Danny Yee reviews a book with an irresistible title: Rise, Ye Sea Slugs!, by Robin Gill (Paraverse, 2003), “a collection of a thousand haiku about sea cucumbers (namako), given both in Japanese and in translation, and with extensive commentary.”
An introduction places namako in Japanese culture, defends the use of “sea slug” for what are actually sea cucumbers rather than nudibranchs, surveys their taxonomy, and touches on some issues in defining and translating haiku. The bulk of the book divides up the haiku by aspects of sea slugs: frozen, featureless, protean, do-nothing, agnostic, mystic, scatological, helpless, meek, ugly, lubricious, just-so, tasty, slippery, chewy, drinking, silent, melancholy, stuporous, nebulous, and cold, with a large “sundry sea slugs” chapter for everything else….

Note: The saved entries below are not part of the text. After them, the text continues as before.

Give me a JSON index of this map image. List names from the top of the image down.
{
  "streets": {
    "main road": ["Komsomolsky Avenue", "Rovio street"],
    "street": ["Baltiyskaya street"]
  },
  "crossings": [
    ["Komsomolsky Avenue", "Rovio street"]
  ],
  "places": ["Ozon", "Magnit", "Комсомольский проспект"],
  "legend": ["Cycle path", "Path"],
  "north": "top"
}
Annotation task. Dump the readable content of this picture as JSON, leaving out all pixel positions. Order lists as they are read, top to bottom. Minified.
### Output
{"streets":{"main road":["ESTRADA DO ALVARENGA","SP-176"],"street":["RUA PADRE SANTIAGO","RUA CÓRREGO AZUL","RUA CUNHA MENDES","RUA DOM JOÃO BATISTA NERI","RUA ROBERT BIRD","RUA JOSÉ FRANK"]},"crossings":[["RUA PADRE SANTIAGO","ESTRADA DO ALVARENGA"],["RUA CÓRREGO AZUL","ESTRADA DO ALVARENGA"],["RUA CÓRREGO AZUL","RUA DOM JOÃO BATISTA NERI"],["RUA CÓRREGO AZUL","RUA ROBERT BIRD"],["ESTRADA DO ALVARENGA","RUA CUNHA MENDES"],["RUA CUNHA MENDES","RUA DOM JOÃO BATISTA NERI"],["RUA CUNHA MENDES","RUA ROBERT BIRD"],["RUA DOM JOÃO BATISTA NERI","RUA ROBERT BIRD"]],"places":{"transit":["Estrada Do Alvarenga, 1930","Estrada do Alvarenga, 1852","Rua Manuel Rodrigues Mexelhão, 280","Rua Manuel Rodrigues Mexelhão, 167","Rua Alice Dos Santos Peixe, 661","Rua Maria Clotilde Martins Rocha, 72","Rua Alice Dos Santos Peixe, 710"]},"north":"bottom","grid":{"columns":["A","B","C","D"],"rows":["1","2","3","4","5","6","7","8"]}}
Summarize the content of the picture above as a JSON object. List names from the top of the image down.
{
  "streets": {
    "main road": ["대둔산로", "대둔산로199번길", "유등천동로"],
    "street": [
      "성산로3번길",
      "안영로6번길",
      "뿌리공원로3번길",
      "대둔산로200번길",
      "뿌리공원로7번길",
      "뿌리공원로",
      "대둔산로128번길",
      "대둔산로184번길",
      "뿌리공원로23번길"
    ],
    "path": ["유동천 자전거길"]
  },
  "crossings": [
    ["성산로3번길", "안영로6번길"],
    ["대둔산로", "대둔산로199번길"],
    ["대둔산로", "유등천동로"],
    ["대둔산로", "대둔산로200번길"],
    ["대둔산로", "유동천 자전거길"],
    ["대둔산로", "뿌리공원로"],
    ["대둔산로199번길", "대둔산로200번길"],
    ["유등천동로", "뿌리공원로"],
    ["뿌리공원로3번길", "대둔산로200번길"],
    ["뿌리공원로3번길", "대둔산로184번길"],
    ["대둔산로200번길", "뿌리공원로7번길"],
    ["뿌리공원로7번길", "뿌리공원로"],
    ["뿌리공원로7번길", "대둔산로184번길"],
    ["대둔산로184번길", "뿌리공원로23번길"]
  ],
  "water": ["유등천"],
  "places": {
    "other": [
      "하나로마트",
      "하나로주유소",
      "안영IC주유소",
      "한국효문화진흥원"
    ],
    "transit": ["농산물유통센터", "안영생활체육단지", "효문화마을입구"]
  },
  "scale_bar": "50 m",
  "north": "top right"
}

And Rise, Ye Sea Slugs! offers a different perspective on Japanese culture, with insights into history, literature, mythology, food, and more. These take the form of scattered details rather than substantial analysis, but they are given context by the haiku they help explain.
“‘Mountain’ and ‘ocean’ are formal antonyms in Japan, where one may still be asked whether one plans to vacation in the former or the latter.”
Gill’s tone is relaxed and informal and he doesn’t take himself too seriously or struggle for academic respectability, but he is still precise in his own way, and insanely erudite.
Kids in Micronesia used sea slugs as water pistols–by picking them out of the water, aiming, and squeezing. The Chinese appetite for sea cucumbers (and sandalwood) brought many Pacific islands into world trade networks. The bêche de mer (‘sea cucumber’) trade gave rise the name of the lingua franca of Vanuatu, Bislama. There’s definitely room for a book by Mark Kurlansky on Sea Cucumber: A Biography of the Slug that Changed the World.